▸ **Action item**
Would you please transcribe the data in full and exactly, excluding images?

BEGIN Supplied data

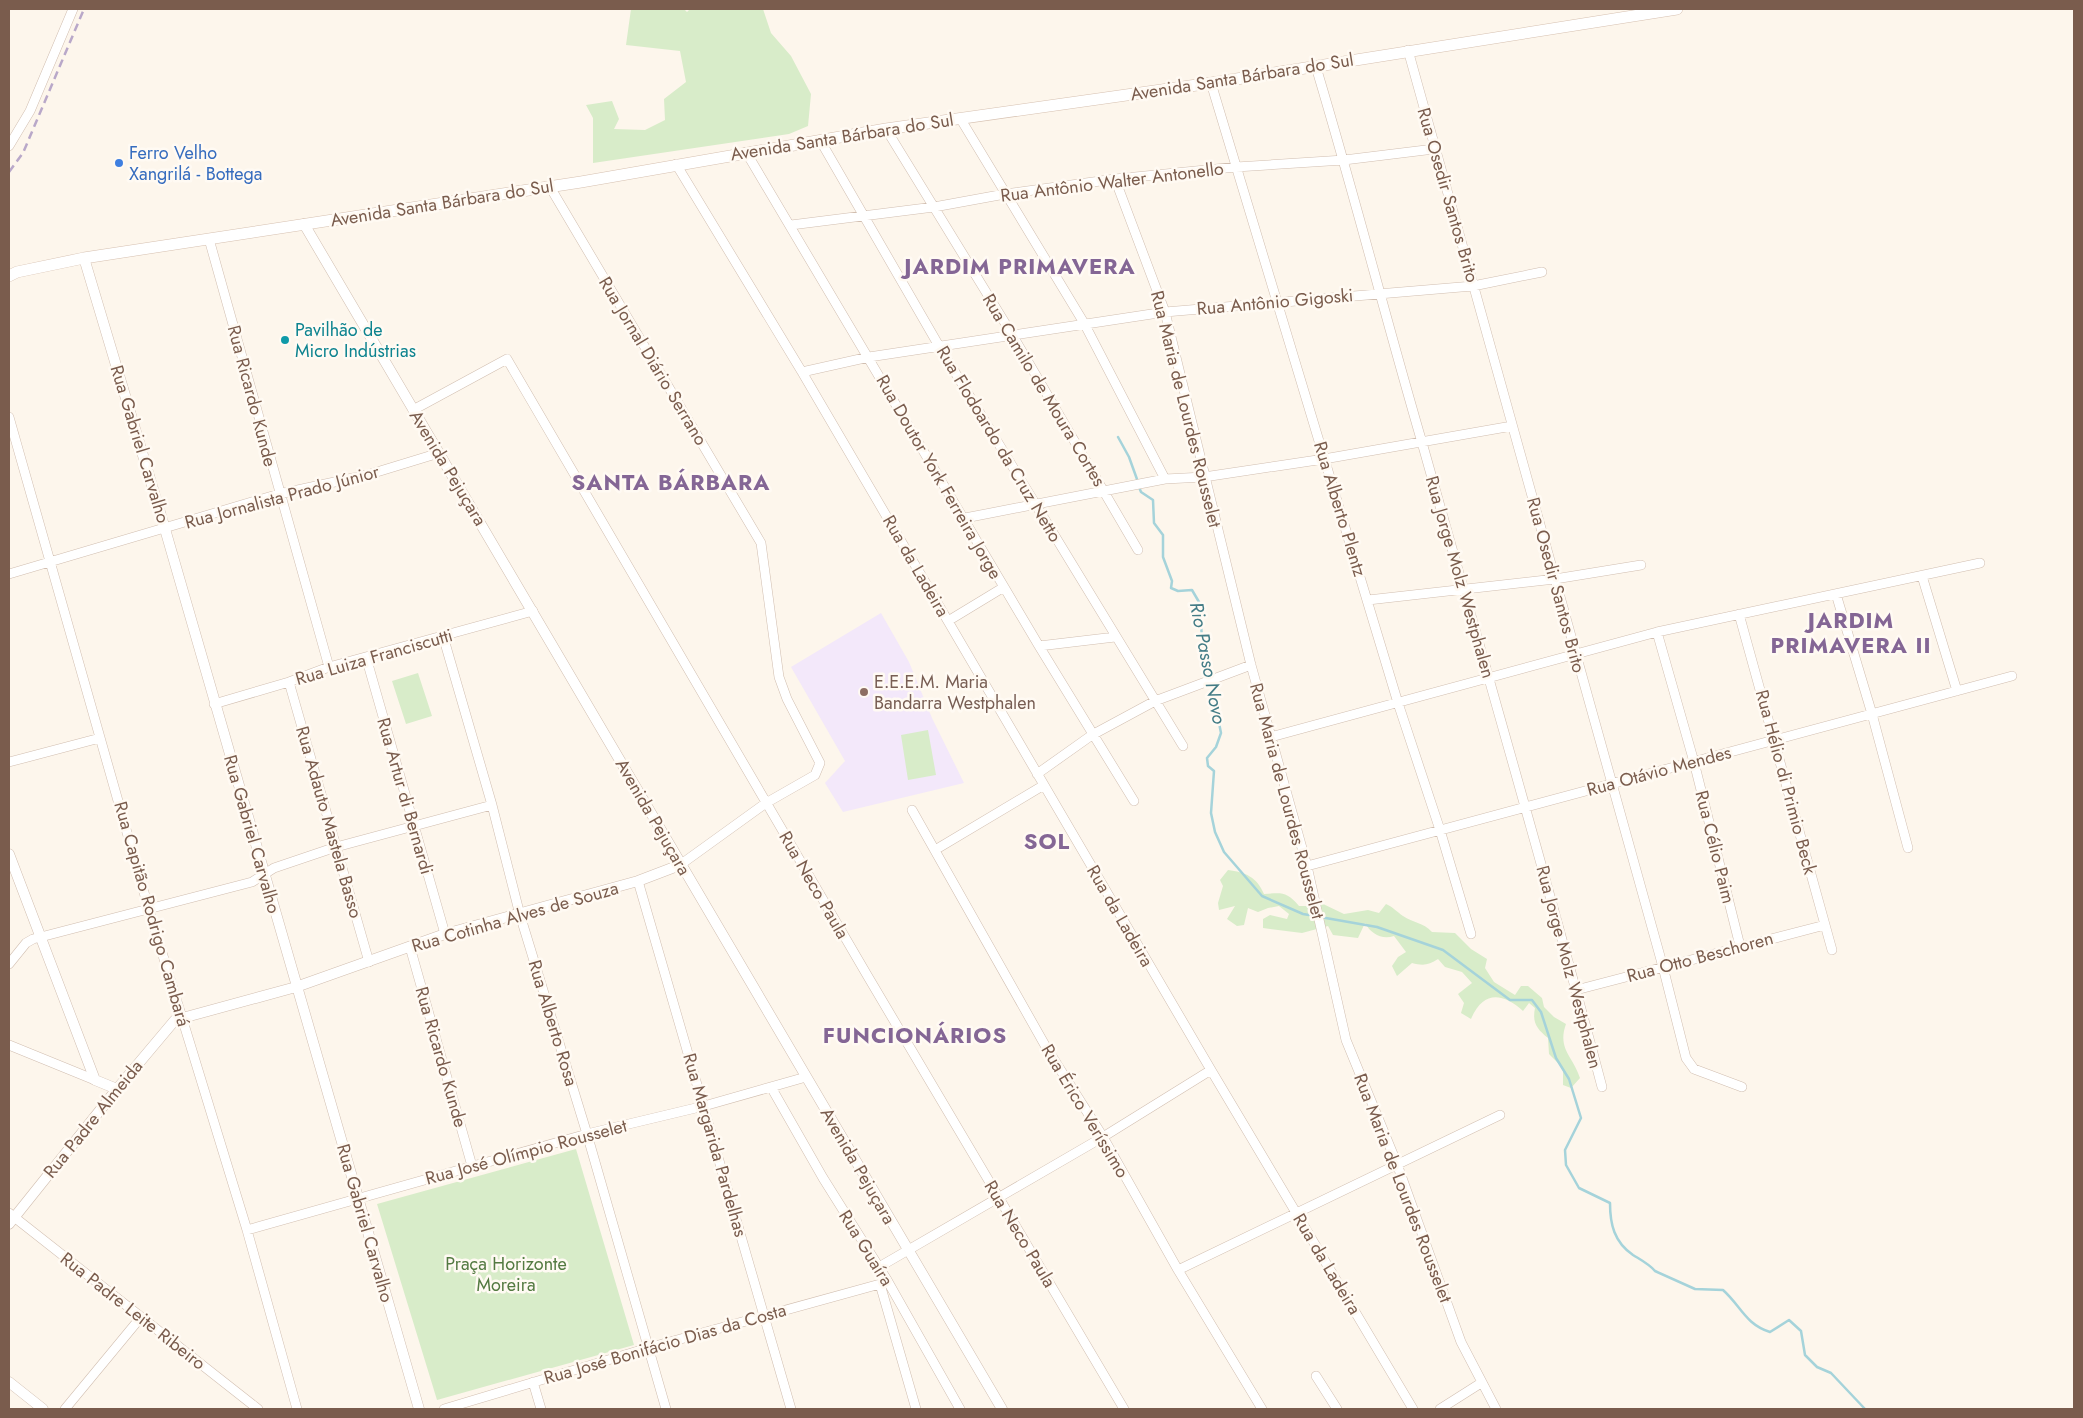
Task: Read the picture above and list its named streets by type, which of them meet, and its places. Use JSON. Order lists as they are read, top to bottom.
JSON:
{
  "streets": {
    "main road": ["Avenida Santa Bárbara do Sul"],
    "street": [
      "Rua Antônio Walter Antonello",
      "Rua Osedir Santos Brito",
      "Rua Antônio Gigoski",
      "Rua Jornal Diário Serrano",
      "Rua Camilo de Moura Cortes",
      "Rua Ricardo Kunde",
      "Rua Maria de Lourdes Rousselet",
      "Rua Gabriel Carvalho",
      "Rua Flodoardo da Cruz Netto",
      "Avenida Pejuçara",
      "Rua Doutor York Ferreira Jorge",
      "Rua Jornalista Prado Júnior",
      "Rua Alberto Plentz",
      "Rua da Ladeira",
      "Rua Jorge Molz Westphalen",
      "Rua Luiza Franciscutti",
      "Rua Otávio Mendes",
      "Rua Hélio di Primio Beck",
      "Rua Artur di Bernardi",
      "Rua Adauto Mastela Basso",
      "Rua Célio Paim",
      "Rua Neco Paula",
      "Rua Capitão Rodrigo Cambará",
      "Rua Cotinha Alves de Souza",
      "Rua Otto Beschoren",
      "Rua Alberto Rosa",
      "Rua Érico Veríssimo",
      "Rua Padre Almeida",
      "Rua Margarida Pardelhas",
      "Rua José Olímpio Rousselet",
      "Rua Guaíra",
      "Rua Padre Leite Ribeiro",
      "Rua José Bonifácio Dias da Costa"
    ]
  },
  "crossings": [
    ["Avenida Santa Bárbara do Sul", "Rua Osedir Santos Brito"],
    ["Avenida Santa Bárbara do Sul", "Rua Jornal Diário Serrano"],
    ["Avenida Santa Bárbara do Sul", "Rua Camilo de Moura Cortes"],
    ["Avenida Santa Bárbara do Sul", "Rua Ricardo Kunde"],
    ["Avenida Santa Bárbara do Sul", "Rua Gabriel Carvalho"],
    ["Avenida Santa Bárbara do Sul", "Rua Flodoardo da Cruz Netto"],
    ["Avenida Santa Bárbara do Sul", "Avenida Pejuçara"],
    ["Avenida Santa Bárbara do Sul", "Rua Doutor York Ferreira Jorge"],
    ["Avenida Santa Bárbara do Sul", "Rua Alberto Plentz"],
    ["Avenida Santa Bárbara do Sul", "Rua da Ladeira"],
    ["Avenida Santa Bárbara do Sul", "Rua Jorge Molz Westphalen"],
    ["Rua Antônio Walter Antonello", "Rua Osedir Santos Brito"],
    ["Rua Antônio Walter Antonello", "Rua Camilo de Moura Cortes"],
    ["Rua Antônio Walter Antonello", "Rua Maria de Lourdes Rousselet"],
    ["Rua Antônio Walter Antonello", "Rua Flodoardo da Cruz Netto"],
    ["Rua Antônio Walter Antonello", "Rua Doutor York Ferreira Jorge"],
    ["Rua Antônio Walter Antonello", "Rua Alberto Plentz"],
    ["Rua Antônio Walter Antonello", "Rua Jorge Molz Westphalen"],
    ["Rua Osedir Santos Brito", "Rua Antônio Gigoski"],
    ["Rua Osedir Santos Brito", "Rua Otávio Mendes"],
    ["Rua Osedir Santos Brito", "Rua Otto Beschoren"],
    ["Rua Antônio Gigoski", "Rua Camilo de Moura Cortes"],
    ["Rua Antônio Gigoski", "Rua Maria de Lourdes Rousselet"],
    ["Rua Antônio Gigoski", "Rua Flodoardo da Cruz Netto"],
    ["Rua Antônio Gigoski", "Rua Doutor York Ferreira Jorge"],
    ["Rua Antônio Gigoski", "Rua Alberto Plentz"],
    ["Rua Antônio Gigoski", "Rua da Ladeira"],
    ["Rua Antônio Gigoski", "Rua Jorge Molz Westphalen"],
    ["Rua Jornal Diário Serrano", "Rua Cotinha Alves de Souza"],
    ["Rua Ricardo Kunde", "Rua Jornalista Prado Júnior"],
    ["Rua Ricardo Kunde", "Rua Luiza Franciscutti"],
    ["Rua Ricardo Kunde", "Rua Cotinha Alves de Souza"],
    ["Rua Ricardo Kunde", "Rua José Olímpio Rousselet"],
    ["Rua Maria de Lourdes Rousselet", "Rua Otávio Mendes"],
    ["Rua Gabriel Carvalho", "Rua Jornalista Prado Júnior"],
    ["Rua Gabriel Carvalho", "Rua Luiza Franciscutti"],
    ["Rua Gabriel Carvalho", "Rua Cotinha Alves de Souza"],
    ["Rua Gabriel Carvalho", "Rua José Olímpio Rousselet"],
    ["Avenida Pejuçara", "Rua Jornalista Prado Júnior"],
    ["Avenida Pejuçara", "Rua Luiza Franciscutti"],
    ["Avenida Pejuçara", "Rua Neco Paula"],
    ["Avenida Pejuçara", "Rua Cotinha Alves de Souza"],
    ["Avenida Pejuçara", "Rua José Olímpio Rousselet"],
    ["Rua Jornalista Prado Júnior", "Rua Capitão Rodrigo Cambará"],
    ["Rua Alberto Plentz", "Rua Otávio Mendes"],
    ["Rua Jorge Molz Westphalen", "Rua Otávio Mendes"],
    ["Rua Jorge Molz Westphalen", "Rua Otto Beschoren"],
    ["Rua Luiza Franciscutti", "Rua Artur di Bernardi"],
    ["Rua Luiza Franciscutti", "Rua Adauto Mastela Basso"],
    ["Rua Luiza Franciscutti", "Rua Alberto Rosa"],
    ["Rua Otávio Mendes", "Rua Hélio di Primio Beck"],
    ["Rua Otávio Mendes", "Rua Célio Paim"],
    ["Rua Hélio di Primio Beck", "Rua Otto Beschoren"],
    ["Rua Artur di Bernardi", "Rua Cotinha Alves de Souza"],
    ["Rua Adauto Mastela Basso", "Rua Cotinha Alves de Souza"],
    ["Rua Célio Paim", "Rua Otto Beschoren"],
    ["Rua Neco Paula", "Rua Cotinha Alves de Souza"],
    ["Rua Capitão Rodrigo Cambará", "Rua Cotinha Alves de Souza"],
    ["Rua Capitão Rodrigo Cambará", "Rua Padre Almeida"],
    ["Rua Capitão Rodrigo Cambará", "Rua José Olímpio Rousselet"],
    ["Rua Cotinha Alves de Souza", "Rua Alberto Rosa"],
    ["Rua Cotinha Alves de Souza", "Rua Padre Almeida"],
    ["Rua Cotinha Alves de Souza", "Rua Margarida Pardelhas"],
    ["Rua Alberto Rosa", "Rua José Olímpio Rousselet"],
    ["Rua Alberto Rosa", "Rua José Bonifácio Dias da Costa"],
    ["Rua Padre Almeida", "Rua Padre Leite Ribeiro"],
    ["Rua Margarida Pardelhas", "Rua José Olímpio Rousselet"],
    ["Rua Margarida Pardelhas", "Rua José Bonifácio Dias da Costa"],
    ["Rua José Olímpio Rousselet", "Rua Guaíra"],
    ["Rua Guaíra", "Rua José Bonifácio Dias da Costa"]
  ],
  "districts": [
    "JARDIM PRIMAVERA",
    "SANTA BÁRBARA",
    "JARDIM PRIMAVERA II",
    "SOL",
    "FUNCIONÁRIOS"
  ],
  "water": ["Rio Passo Novo"],
  "parks": ["Praça Horizonte Moreira"],
  "places": ["Ferro Velho Xangrilá - Bottega", "Pavilhão de Micro Indústrias", "E.E.E.M. Maria Bandarra Westphalen"]
}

END Supplied data

▸ **Task answer**
Task: Read the picture above and list its named streets by type, which of them meet, and its places. Use JSON. Order lists as they are read, top to bottom.
JSON:
{
  "streets": {
    "main road": ["Avenida Santa Bárbara do Sul"],
    "street": [
      "Rua Antônio Walter Antonello",
      "Rua Osedir Santos Brito",
      "Rua Antônio Gigoski",
      "Rua Jornal Diário Serrano",
      "Rua Camilo de Moura Cortes",
      "Rua Ricardo Kunde",
      "Rua Maria de Lourdes Rousselet",
      "Rua Gabriel Carvalho",
      "Rua Flodoardo da Cruz Netto",
      "Avenida Pejuçara",
      "Rua Doutor York Ferreira Jorge",
      "Rua Jornalista Prado Júnior",
      "Rua Alberto Plentz",
      "Rua da Ladeira",
      "Rua Jorge Molz Westphalen",
      "Rua Luiza Franciscutti",
      "Rua Otávio Mendes",
      "Rua Hélio di Primio Beck",
      "Rua Artur di Bernardi",
      "Rua Adauto Mastela Basso",
      "Rua Célio Paim",
      "Rua Neco Paula",
      "Rua Capitão Rodrigo Cambará",
      "Rua Cotinha Alves de Souza",
      "Rua Otto Beschoren",
      "Rua Alberto Rosa",
      "Rua Érico Veríssimo",
      "Rua Padre Almeida",
      "Rua Margarida Pardelhas",
      "Rua José Olímpio Rousselet",
      "Rua Guaíra",
      "Rua Padre Leite Ribeiro",
      "Rua José Bonifácio Dias da Costa"
    ]
  },
  "crossings": [
    ["Avenida Santa Bárbara do Sul", "Rua Osedir Santos Brito"],
    ["Avenida Santa Bárbara do Sul", "Rua Jornal Diário Serrano"],
    ["Avenida Santa Bárbara do Sul", "Rua Camilo de Moura Cortes"],
    ["Avenida Santa Bárbara do Sul", "Rua Ricardo Kunde"],
    ["Avenida Santa Bárbara do Sul", "Rua Gabriel Carvalho"],
    ["Avenida Santa Bárbara do Sul", "Rua Flodoardo da Cruz Netto"],
    ["Avenida Santa Bárbara do Sul", "Avenida Pejuçara"],
    ["Avenida Santa Bárbara do Sul", "Rua Doutor York Ferreira Jorge"],
    ["Avenida Santa Bárbara do Sul", "Rua Alberto Plentz"],
    ["Avenida Santa Bárbara do Sul", "Rua da Ladeira"],
    ["Avenida Santa Bárbara do Sul", "Rua Jorge Molz Westphalen"],
    ["Rua Antônio Walter Antonello", "Rua Osedir Santos Brito"],
    ["Rua Antônio Walter Antonello", "Rua Camilo de Moura Cortes"],
    ["Rua Antônio Walter Antonello", "Rua Maria de Lourdes Rousselet"],
    ["Rua Antônio Walter Antonello", "Rua Flodoardo da Cruz Netto"],
    ["Rua Antônio Walter Antonello", "Rua Doutor York Ferreira Jorge"],
    ["Rua Antônio Walter Antonello", "Rua Alberto Plentz"],
    ["Rua Antônio Walter Antonello", "Rua Jorge Molz Westphalen"],
    ["Rua Osedir Santos Brito", "Rua Antônio Gigoski"],
    ["Rua Osedir Santos Brito", "Rua Otávio Mendes"],
    ["Rua Osedir Santos Brito", "Rua Otto Beschoren"],
    ["Rua Antônio Gigoski", "Rua Camilo de Moura Cortes"],
    ["Rua Antônio Gigoski", "Rua Maria de Lourdes Rousselet"],
    ["Rua Antônio Gigoski", "Rua Flodoardo da Cruz Netto"],
    ["Rua Antônio Gigoski", "Rua Doutor York Ferreira Jorge"],
    ["Rua Antônio Gigoski", "Rua Alberto Plentz"],
    ["Rua Antônio Gigoski", "Rua da Ladeira"],
    ["Rua Antônio Gigoski", "Rua Jorge Molz Westphalen"],
    ["Rua Jornal Diário Serrano", "Rua Cotinha Alves de Souza"],
    ["Rua Ricardo Kunde", "Rua Jornalista Prado Júnior"],
    ["Rua Ricardo Kunde", "Rua Luiza Franciscutti"],
    ["Rua Ricardo Kunde", "Rua Cotinha Alves de Souza"],
    ["Rua Ricardo Kunde", "Rua José Olímpio Rousselet"],
    ["Rua Maria de Lourdes Rousselet", "Rua Otávio Mendes"],
    ["Rua Gabriel Carvalho", "Rua Jornalista Prado Júnior"],
    ["Rua Gabriel Carvalho", "Rua Luiza Franciscutti"],
    ["Rua Gabriel Carvalho", "Rua Cotinha Alves de Souza"],
    ["Rua Gabriel Carvalho", "Rua José Olímpio Rousselet"],
    ["Avenida Pejuçara", "Rua Jornalista Prado Júnior"],
    ["Avenida Pejuçara", "Rua Luiza Franciscutti"],
    ["Avenida Pejuçara", "Rua Neco Paula"],
    ["Avenida Pejuçara", "Rua Cotinha Alves de Souza"],
    ["Avenida Pejuçara", "Rua José Olímpio Rousselet"],
    ["Rua Jornalista Prado Júnior", "Rua Capitão Rodrigo Cambará"],
    ["Rua Alberto Plentz", "Rua Otávio Mendes"],
    ["Rua Jorge Molz Westphalen", "Rua Otávio Mendes"],
    ["Rua Jorge Molz Westphalen", "Rua Otto Beschoren"],
    ["Rua Luiza Franciscutti", "Rua Artur di Bernardi"],
    ["Rua Luiza Franciscutti", "Rua Adauto Mastela Basso"],
    ["Rua Luiza Franciscutti", "Rua Alberto Rosa"],
    ["Rua Otávio Mendes", "Rua Hélio di Primio Beck"],
    ["Rua Otávio Mendes", "Rua Célio Paim"],
    ["Rua Hélio di Primio Beck", "Rua Otto Beschoren"],
    ["Rua Artur di Bernardi", "Rua Cotinha Alves de Souza"],
    ["Rua Adauto Mastela Basso", "Rua Cotinha Alves de Souza"],
    ["Rua Célio Paim", "Rua Otto Beschoren"],
    ["Rua Neco Paula", "Rua Cotinha Alves de Souza"],
    ["Rua Capitão Rodrigo Cambará", "Rua Cotinha Alves de Souza"],
    ["Rua Capitão Rodrigo Cambará", "Rua Padre Almeida"],
    ["Rua Capitão Rodrigo Cambará", "Rua José Olímpio Rousselet"],
    ["Rua Cotinha Alves de Souza", "Rua Alberto Rosa"],
    ["Rua Cotinha Alves de Souza", "Rua Padre Almeida"],
    ["Rua Cotinha Alves de Souza", "Rua Margarida Pardelhas"],
    ["Rua Alberto Rosa", "Rua José Olímpio Rousselet"],
    ["Rua Alberto Rosa", "Rua José Bonifácio Dias da Costa"],
    ["Rua Padre Almeida", "Rua Padre Leite Ribeiro"],
    ["Rua Margarida Pardelhas", "Rua José Olímpio Rousselet"],
    ["Rua Margarida Pardelhas", "Rua José Bonifácio Dias da Costa"],
    ["Rua José Olímpio Rousselet", "Rua Guaíra"],
    ["Rua Guaíra", "Rua José Bonifácio Dias da Costa"]
  ],
  "districts": [
    "JARDIM PRIMAVERA",
    "SANTA BÁRBARA",
    "JARDIM PRIMAVERA II",
    "SOL",
    "FUNCIONÁRIOS"
  ],
  "water": ["Rio Passo Novo"],
  "parks": ["Praça Horizonte Moreira"],
  "places": ["Ferro Velho Xangrilá - Bottega", "Pavilhão de Micro Indústrias", "E.E.E.M. Maria Bandarra Westphalen"]
}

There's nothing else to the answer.